### Work instruction
Check each line of the data below for the word "names", then extract the ones that have it.

### Supplied data
::::::::::
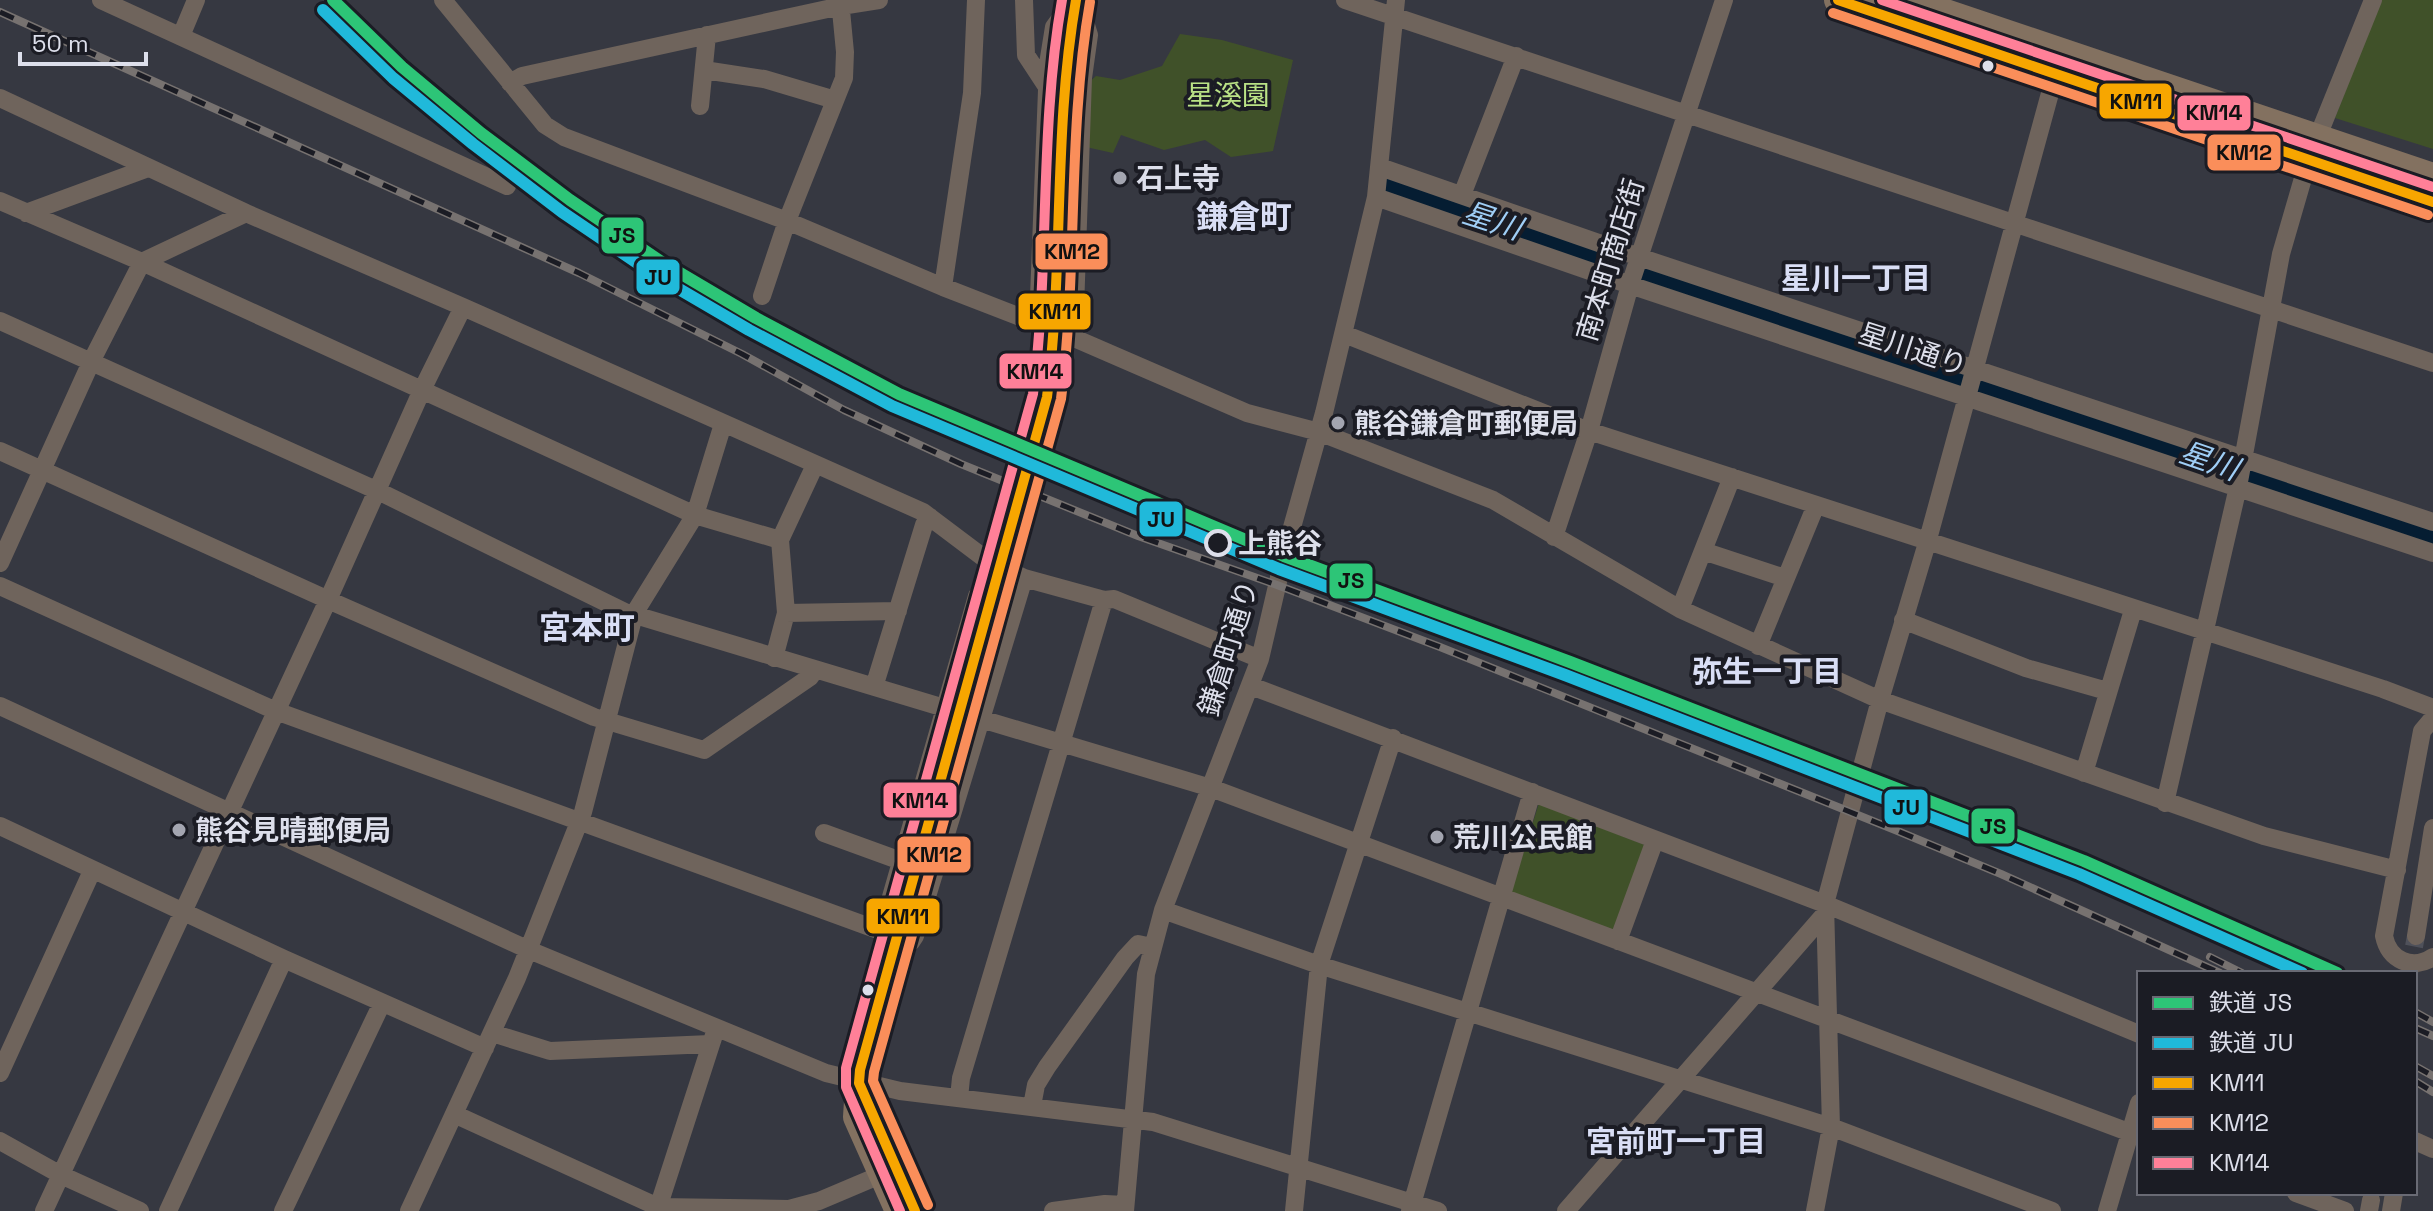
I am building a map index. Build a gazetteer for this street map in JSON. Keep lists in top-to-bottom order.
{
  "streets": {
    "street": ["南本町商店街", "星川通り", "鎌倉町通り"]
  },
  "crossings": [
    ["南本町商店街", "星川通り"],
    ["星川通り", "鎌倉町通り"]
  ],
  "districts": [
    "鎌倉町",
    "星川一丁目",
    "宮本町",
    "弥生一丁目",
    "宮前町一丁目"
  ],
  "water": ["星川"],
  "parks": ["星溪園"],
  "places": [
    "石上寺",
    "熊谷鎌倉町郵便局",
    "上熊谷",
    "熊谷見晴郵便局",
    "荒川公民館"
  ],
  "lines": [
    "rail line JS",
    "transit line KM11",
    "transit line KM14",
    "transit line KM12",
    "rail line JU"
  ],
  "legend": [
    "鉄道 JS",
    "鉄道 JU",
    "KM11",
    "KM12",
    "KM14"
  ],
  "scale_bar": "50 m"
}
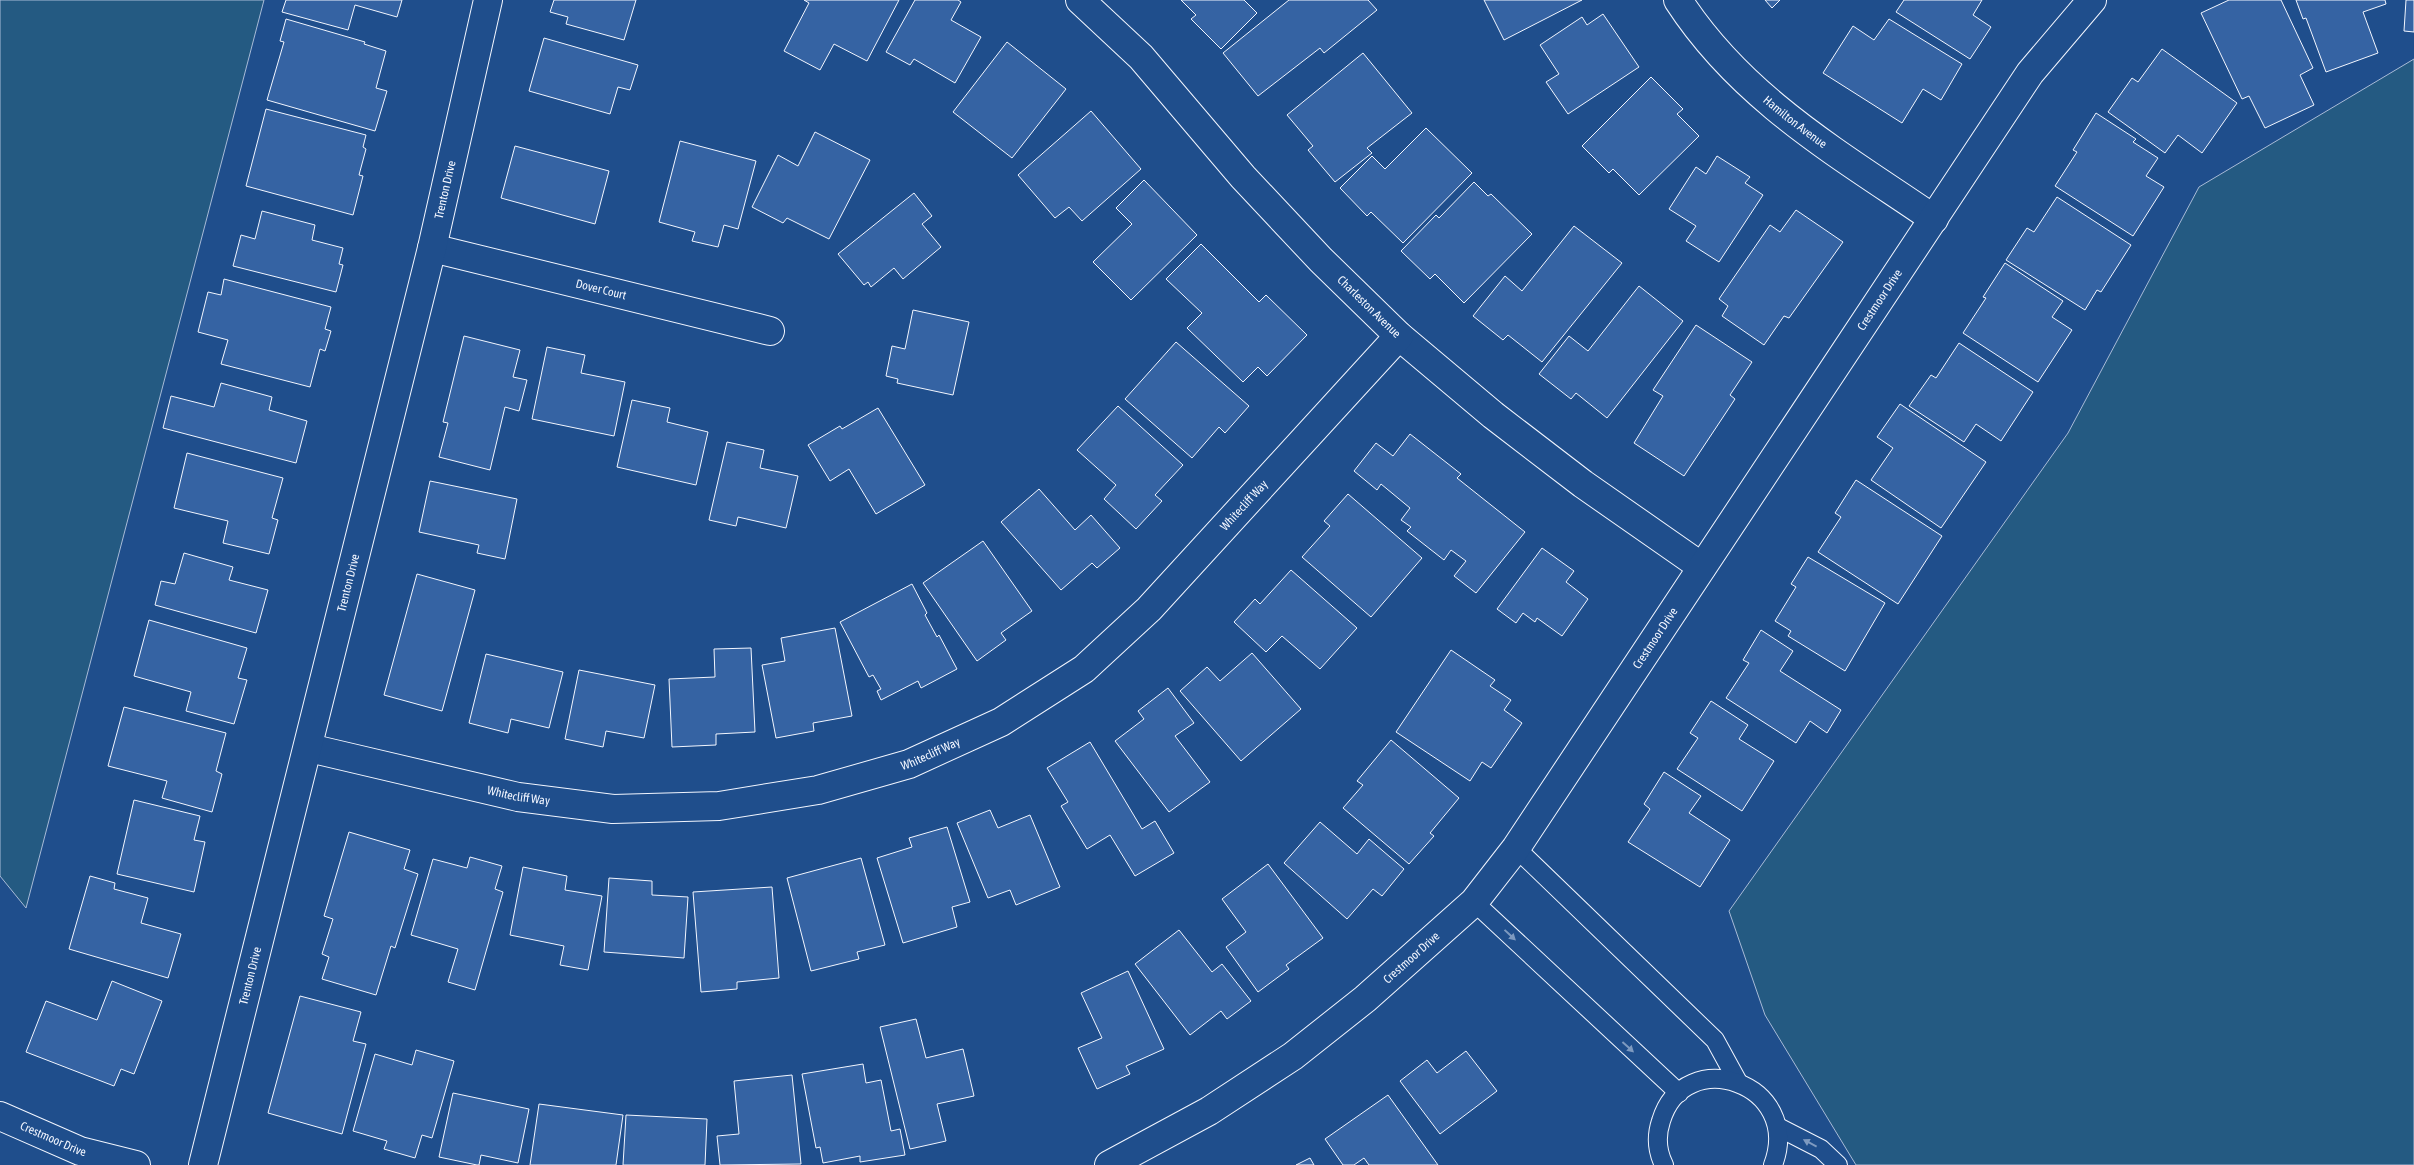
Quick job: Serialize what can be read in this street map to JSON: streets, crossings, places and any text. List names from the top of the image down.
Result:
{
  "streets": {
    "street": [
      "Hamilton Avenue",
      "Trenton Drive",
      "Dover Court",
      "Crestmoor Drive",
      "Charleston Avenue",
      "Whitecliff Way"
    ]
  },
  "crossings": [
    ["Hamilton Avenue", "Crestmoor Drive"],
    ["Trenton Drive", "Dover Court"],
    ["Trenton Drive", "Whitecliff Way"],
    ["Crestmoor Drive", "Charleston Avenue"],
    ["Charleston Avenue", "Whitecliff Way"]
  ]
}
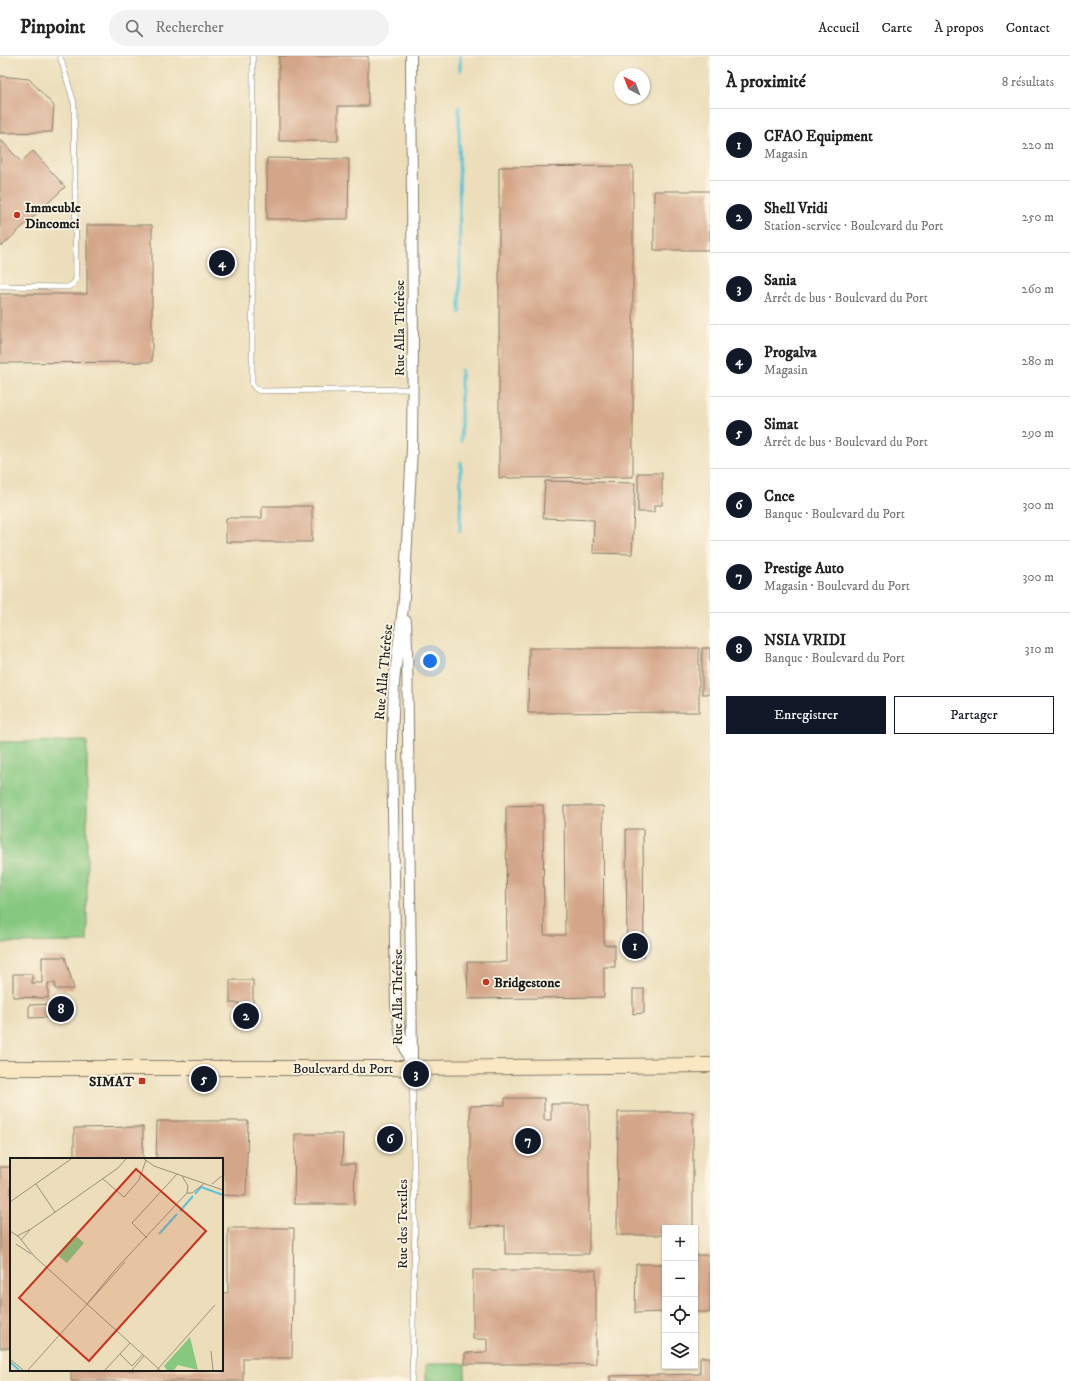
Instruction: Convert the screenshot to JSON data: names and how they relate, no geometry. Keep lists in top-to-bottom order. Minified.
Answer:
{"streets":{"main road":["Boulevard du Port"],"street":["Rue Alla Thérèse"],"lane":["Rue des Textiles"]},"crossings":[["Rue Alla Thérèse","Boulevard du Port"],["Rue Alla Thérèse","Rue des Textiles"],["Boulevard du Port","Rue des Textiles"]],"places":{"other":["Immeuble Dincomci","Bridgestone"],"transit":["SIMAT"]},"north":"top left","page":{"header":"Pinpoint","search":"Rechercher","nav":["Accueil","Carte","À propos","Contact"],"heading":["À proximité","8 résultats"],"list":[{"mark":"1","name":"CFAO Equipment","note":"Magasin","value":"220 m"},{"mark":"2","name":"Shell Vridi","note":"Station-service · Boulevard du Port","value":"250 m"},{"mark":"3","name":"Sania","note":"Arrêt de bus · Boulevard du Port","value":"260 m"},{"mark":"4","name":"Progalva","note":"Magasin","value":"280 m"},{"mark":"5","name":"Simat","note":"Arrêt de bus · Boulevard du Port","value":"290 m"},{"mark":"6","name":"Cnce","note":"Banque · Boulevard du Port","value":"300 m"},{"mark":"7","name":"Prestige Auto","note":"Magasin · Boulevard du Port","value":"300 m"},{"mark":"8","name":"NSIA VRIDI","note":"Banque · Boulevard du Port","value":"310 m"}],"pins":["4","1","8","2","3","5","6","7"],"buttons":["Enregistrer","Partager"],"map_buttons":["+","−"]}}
::::::::::
### Your response
Quick job: Serialize what can be read in this street map to JSON: streets, crossings, places and any text. List names from the top of the image down.
Instruction: Convert the screenshot to JSON data: names and how they relate, no geometry. Keep lists in top-to-bottom order. Minified.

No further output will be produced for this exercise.